My understanding of the big model: the magic of language

In-depth exploration of the operating mechanism and limitations of AI big models, revealing the truth behind language illusions.
Core content:
1. The essence of big models processing information: form rather than meaning
2. The essence of prompts: guiding AI rather than communicating with it
3. AI output: the most likely words to be said, not the truth
4. AI reliability issues: logic seems real, but it actually imitates humans
5. The quality of human-computer interaction depends on the ability to ask questions
6. AI's "right to speak" and bias issues
7. AI's impact on human expression, thinking and judgment habits
1. Large Model
Commonly used AI, or large model products, whether it is ChatGPT, DeepSeek or others, these large models do not really understand the information , but only learn how to reproduce specific expressions in a large number of languages.
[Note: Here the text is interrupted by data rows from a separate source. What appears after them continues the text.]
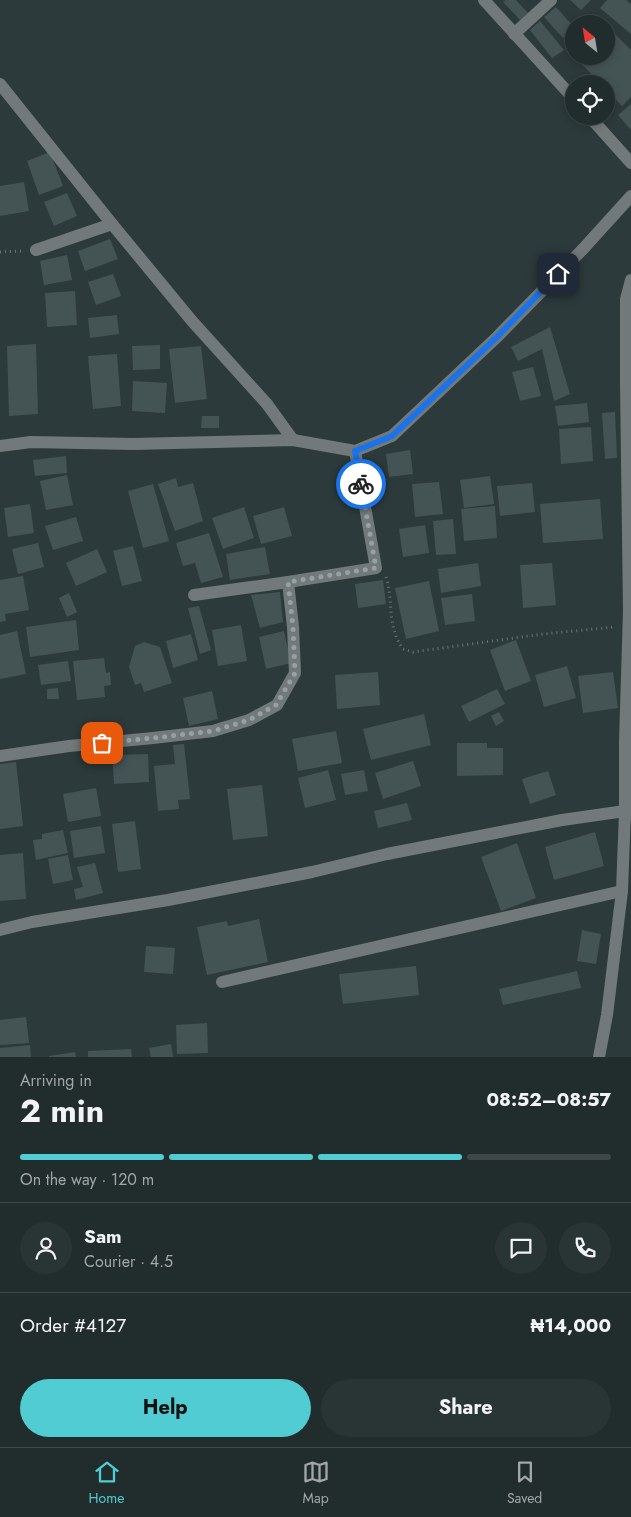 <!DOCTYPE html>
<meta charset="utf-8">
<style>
:root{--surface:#212c2c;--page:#293434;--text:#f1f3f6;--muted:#a2a7a9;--line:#3e4848;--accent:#51ccd2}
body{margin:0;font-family:Jost,sans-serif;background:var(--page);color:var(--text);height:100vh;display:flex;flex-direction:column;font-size:19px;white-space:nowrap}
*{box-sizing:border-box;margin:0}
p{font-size:16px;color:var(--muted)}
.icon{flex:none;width:28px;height:28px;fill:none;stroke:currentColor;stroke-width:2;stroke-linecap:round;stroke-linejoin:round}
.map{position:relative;height:1057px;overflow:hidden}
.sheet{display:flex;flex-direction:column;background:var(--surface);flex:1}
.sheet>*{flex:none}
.needle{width:32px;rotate:330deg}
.fabs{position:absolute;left:565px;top:15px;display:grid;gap:10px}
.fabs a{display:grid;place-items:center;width:50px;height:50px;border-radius:50%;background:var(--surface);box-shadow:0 2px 8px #0003,0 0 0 1px var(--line);font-size:25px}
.pin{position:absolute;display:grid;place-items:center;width:42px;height:42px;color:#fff;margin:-21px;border-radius:10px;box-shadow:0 2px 8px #0006}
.courier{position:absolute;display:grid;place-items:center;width:50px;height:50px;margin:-25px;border:4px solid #1a73e8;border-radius:50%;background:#fff;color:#222;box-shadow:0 1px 6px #0007}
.head em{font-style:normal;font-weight:700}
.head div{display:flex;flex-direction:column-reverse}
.head{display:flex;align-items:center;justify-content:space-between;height:85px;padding:0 20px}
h1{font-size:32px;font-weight:700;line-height:38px}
.bar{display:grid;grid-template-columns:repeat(4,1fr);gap:8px 5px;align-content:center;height:60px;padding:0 20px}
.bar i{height:6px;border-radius:4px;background:var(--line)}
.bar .on{background:var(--accent)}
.bar p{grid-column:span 4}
.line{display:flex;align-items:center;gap:12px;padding:0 20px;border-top:1px solid var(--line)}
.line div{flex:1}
.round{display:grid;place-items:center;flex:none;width:52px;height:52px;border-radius:26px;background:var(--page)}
.cta{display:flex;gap:10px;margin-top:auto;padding:10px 20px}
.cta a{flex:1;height:58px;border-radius:30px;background:var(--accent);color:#111;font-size:20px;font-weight:700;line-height:58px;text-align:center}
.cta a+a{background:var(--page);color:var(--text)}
.tab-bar{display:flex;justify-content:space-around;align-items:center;height:70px;border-top:1px solid var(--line);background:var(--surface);font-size:14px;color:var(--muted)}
.tab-bar a{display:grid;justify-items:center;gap:2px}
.tab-bar .on{color:var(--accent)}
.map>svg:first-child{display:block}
.building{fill:#445354}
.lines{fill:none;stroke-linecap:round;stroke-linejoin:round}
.path{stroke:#6a7677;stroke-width:3;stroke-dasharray:1 4;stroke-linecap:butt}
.minor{stroke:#72797a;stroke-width:12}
.done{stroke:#97a1a2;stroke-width:5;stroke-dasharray:0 9}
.route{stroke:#1a73e8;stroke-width:6}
</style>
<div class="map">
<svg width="631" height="1057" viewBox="0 0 631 1057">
<rect width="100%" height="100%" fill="#2c3a3b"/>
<!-- building -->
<g class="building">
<polygon points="506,0 516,0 528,13 520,20 503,2"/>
<polygon points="570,0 591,0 581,10"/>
<polygon points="607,0 626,0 631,4 631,34 600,8"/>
<polygon points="556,7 574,27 563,38 544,17"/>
<polygon points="540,21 564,50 552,58 530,30"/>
<polygon points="606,25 631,50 631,97 622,106 606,89 606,84 601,84 574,56 606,56"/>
<polygon points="631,104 631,130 618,115"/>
<polygon points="50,152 63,186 39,195 27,161"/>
<polygon points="24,182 29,211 0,216 0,186"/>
<polygon points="67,193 77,216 54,226 44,202"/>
<polygon points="110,239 118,259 85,271 78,251"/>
<polygon points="67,255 72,280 44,285 40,261"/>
<polygon points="113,274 121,296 96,305 88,282"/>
<polygon points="75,291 77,325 47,327 45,293"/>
<polygon points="117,315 119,334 90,338 88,318"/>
<polygon points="550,327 570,394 554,401 542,349 518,361 511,347"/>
<polygon points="36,344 38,414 9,416 7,346"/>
<polygon points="160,345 160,369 133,370 132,346"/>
<polygon points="201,346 207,399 175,403 169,349"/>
<polygon points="117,354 121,406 93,409 88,356"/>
<polygon points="533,367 541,396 520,401 512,372"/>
<polygon points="133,381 167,383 165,413 132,411"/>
<polygon points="587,403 589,422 558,426 555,406"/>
<polygon points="615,412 617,458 605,459 602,413"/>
<polygon points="202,416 219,416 219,428 201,428"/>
<polygon points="591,427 593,461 561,464 559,429"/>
<polygon points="410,450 413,474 389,477 386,454"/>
<polygon points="66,456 67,473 35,476 33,460"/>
<polygon points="67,475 73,505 46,510 40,481"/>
<polygon points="490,476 494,504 464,508 460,480"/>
<polygon points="176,478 178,487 193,483 203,521 175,531 158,484"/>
<polygon points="439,482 443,514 415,517 412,484"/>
<polygon points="532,483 535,512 500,516 497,486"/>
<polygon points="153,484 169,541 143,548 128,491"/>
<polygon points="600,499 603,539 543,543 540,504"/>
<polygon points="30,504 34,533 8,537 4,508"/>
<polygon points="495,506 497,538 464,541 461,509"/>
<polygon points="244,507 254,538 223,549 212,518"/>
<polygon points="284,507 292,536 261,544 253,516"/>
<polygon points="76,517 83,541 53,550 45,526"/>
<polygon points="453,519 456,554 436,555 433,521"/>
<polygon points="425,525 429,553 403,557 399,529"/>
<polygon points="209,533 223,577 201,583 195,563 183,566 176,543"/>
<polygon points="38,543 44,567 18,574 12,549"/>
<polygon points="133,546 142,581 122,586 113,551"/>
<polygon points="265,547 270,574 230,580 226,554"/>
<polygon points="97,549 107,572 76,586 66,563"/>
<polygon points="478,563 481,586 441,593 438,569"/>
<polygon points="552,563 556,605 523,608 520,565"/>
<polygon points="23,576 29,610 5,614 6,621 0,622 0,580"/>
<polygon points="383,580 386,604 358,608 355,584"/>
<polygon points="429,581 439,631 406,639 395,588"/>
<polygon points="280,592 283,622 260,628 251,595"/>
<polygon points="69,593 77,612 67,617 59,598"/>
<polygon points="472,594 475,621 445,625 441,598"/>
<polygon points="199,606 211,650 200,654 188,608"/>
<polygon points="76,620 79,650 30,657 26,627"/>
<polygon points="241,625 247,661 218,666 212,630"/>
<polygon points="17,631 26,674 0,679 0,635"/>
<polygon points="284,631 291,663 266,669 259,637"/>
<polygon points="191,634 198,660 173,668 166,641"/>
<polygon points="516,640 531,681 505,691 490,650"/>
<polygon points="144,642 160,647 172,683 144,692 141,683 135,685 129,667 135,646"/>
<polygon points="104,658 106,673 110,672 111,685 104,686 105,697 77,700 73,661"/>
<polygon points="68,661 71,681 41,685 38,665"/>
<polygon points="567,666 576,698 544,707 535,675"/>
<polygon points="378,672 380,705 337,709 335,675"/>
<polygon points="613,672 618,708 583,713 578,676"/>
<polygon points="58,688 59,699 47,699 47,689"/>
<polygon points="497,689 505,704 469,722 461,706"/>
<polygon points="212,691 218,719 189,726 183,698"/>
<polygon points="499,712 504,721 496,726 491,716"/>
<polygon points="424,714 431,745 371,760 363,729"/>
<polygon points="336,731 342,763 298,771 292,739"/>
<polygon points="457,743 487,743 487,748 503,748 503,775 457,776"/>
<polygon points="184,744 190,799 178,800 179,809 158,811 154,766 175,764 173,745"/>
<polygon points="112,751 119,751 120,755 148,754 149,782 114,784"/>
<polygon points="413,761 421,786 383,799 375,773"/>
<polygon points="16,762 23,826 0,829 0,764"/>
<polygon points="328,770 336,800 305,808 298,778"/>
<polygon points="364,770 368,791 345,795 341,774"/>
<polygon points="548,771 556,795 530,804 522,779"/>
<polygon points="262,785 268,836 233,840 227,789"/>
<polygon points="96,788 101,816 68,822 63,794"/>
<polygon points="407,803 412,820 378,828 374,811"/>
<polygon points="135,821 141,869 118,872 112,824"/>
<polygon points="101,826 105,853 74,858 70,831"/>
<polygon points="63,830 68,853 36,860 33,840 42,839 42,834"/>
<polygon points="595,832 604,866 554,880 545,847"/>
<polygon points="517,843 536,898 501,911 481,857"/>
<polygon points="23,853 26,899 0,901 0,855"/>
<polygon points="68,855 73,880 53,884 48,859"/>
<polygon points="95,863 103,893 76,900 74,889 83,887 77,867"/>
<polygon points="259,919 268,962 207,975 197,927 227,921 228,926"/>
<polygon points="582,930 601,934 596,964 577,961"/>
<polygon points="146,946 175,948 173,974 144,972"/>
<polygon points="416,966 419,995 343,1004 339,974"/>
<polygon points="577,971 581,988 503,1005 499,989"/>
<polygon points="26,1017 29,1043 0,1045 0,1020"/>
<polygon points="207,1023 208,1053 177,1054 176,1025"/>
<polygon points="171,1044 173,1057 151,1057 149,1048"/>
<polygon points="30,1045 31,1057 0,1057 0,1048"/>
<polygon points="131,1049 132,1057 88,1057 88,1051"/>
<polygon points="75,1052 76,1057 49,1057 49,1056"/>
</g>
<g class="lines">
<!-- path -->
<g class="path">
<polyline points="0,252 23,251"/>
<path d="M386 577C394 602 386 625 403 649L413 652 543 634 615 627"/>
</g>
<!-- minor -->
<g class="minor">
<polyline points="484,0 574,99"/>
<polyline points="514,34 551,0"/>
<polyline points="0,84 112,224 192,321 267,404 293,440"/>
<polyline points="589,116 631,163"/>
<polyline points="36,250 112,224"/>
<polyline points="0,446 31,442 133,444 293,440 355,451 392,436 497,337 583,249 631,196"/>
<polyline points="194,595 288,582 376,568 355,451"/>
<polyline points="0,756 69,746 153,738 213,731 249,720 277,705 295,673 293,627 288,582"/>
<polyline points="0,930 32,922 168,900 312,872 387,854 562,820 625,811 631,815"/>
<polyline points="222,982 622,891"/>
<polyline points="599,1057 607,1015 622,891 625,811 625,742 629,611 626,383 626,299 631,280"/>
</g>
</g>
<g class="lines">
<!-- done -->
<polyline class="done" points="102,743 153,738 213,731 249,720 276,705 295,673 293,627 288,582 376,568 361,484"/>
<!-- route -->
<polyline class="route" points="361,484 355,451 392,436 497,337 558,274"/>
</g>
</svg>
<div class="fabs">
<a><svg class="needle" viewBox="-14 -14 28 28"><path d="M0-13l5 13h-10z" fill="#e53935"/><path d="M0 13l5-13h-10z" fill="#a2a7a9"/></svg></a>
<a><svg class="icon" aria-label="locate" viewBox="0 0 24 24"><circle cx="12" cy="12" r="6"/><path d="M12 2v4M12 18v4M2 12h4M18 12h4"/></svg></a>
</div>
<div class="pin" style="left:102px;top:743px;background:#ea580c"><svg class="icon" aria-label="bag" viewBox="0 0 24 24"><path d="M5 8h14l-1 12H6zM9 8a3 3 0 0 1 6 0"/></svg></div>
<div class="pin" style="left:558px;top:274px;background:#1f2937"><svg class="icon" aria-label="home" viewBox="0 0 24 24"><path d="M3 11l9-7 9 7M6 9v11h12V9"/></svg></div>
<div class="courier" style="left:361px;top:484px"><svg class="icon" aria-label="bike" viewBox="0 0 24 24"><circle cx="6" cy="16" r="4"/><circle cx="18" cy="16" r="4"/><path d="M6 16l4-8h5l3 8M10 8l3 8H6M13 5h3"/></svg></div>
</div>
<section class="sheet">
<div class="head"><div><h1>2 min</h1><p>Arriving in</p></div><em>08:52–08:57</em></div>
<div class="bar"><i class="on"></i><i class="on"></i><i class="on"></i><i></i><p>On the way · 120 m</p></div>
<div class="line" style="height:90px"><a class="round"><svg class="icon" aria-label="person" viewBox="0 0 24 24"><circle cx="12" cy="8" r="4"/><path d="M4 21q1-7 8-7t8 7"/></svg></a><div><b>Sam</b><p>Courier · 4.5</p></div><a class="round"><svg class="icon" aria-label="chat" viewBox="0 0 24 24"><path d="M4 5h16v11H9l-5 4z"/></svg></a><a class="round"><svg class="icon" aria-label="phone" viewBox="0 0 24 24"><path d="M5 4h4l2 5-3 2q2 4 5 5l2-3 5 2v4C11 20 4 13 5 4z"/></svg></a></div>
<div class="line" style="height:65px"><div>Order #4127</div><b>₦14,000</b></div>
<div class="cta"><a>Help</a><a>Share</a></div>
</section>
<nav class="tab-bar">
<a class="on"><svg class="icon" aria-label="home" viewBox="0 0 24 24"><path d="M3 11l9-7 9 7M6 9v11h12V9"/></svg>Home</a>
<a><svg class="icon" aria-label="map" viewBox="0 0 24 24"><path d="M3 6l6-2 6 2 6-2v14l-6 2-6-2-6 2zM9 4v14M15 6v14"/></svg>Map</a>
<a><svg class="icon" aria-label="saved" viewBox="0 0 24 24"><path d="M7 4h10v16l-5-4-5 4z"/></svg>Saved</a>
</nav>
It deals with form, not meaning; it is good at prediction, not understanding. The big model forms an ability to "look like it understands" through countless language associations.
The so-called "intelligence" is more about the cleverness of language representation rather than thinking at the conscious level.
2. Prompt
Prompt is not asking questions to AI, but setting how it should answer.
The "communication" between humans and AI is not the interaction between two conscious entities , but rather we use natural language to construct context, guide it into a specific context, and allow it to automatically complete the response within the track we set.
An effective prompt is to confine AI to a controllable thinking framework.
3. Capabilities of Large Models
The answer given by AI is based on the fact that it has " seen enough " and is "subconsciously recreated", making people mistakenly believe that it "understands":
But it has no idea what it is saying; it is simply reproducing what a human might say in a similar context.
What it outputs is not "truth" but "what is most likely to be said."
4. The problem of large models
Coherent language can easily win trust, but trust does not mean reliability.
AI often makes mistakes without realizing it is wrong. After all, for it, there is no "right" or "wrong", only "which statement is most likely in this context".
Its logic may sound real, but it's just imitating the way you speak.
The more certain you are, the more plausible it will seem.
5. Human-computer interaction
The performance of AI depends largely on the questions asked.
The better you get at building prompts, the more it behaves like an expert: it’s not that the AI is smart, it’s that you’re thinking for it.
What we train is not just the model, but also how to ask questions, how to guide, and how to set goals.
6. Behind the Technology
AI is a tool, but its "right to speak" lies in the hands of those who can manipulate the input.
The model itself is not biased, but it learns from reality, and reality itself is biased.
The AI's output may seem neutral, but it is actually just a default.
The so-called "default" is often what is defined by mainstream, convention and power.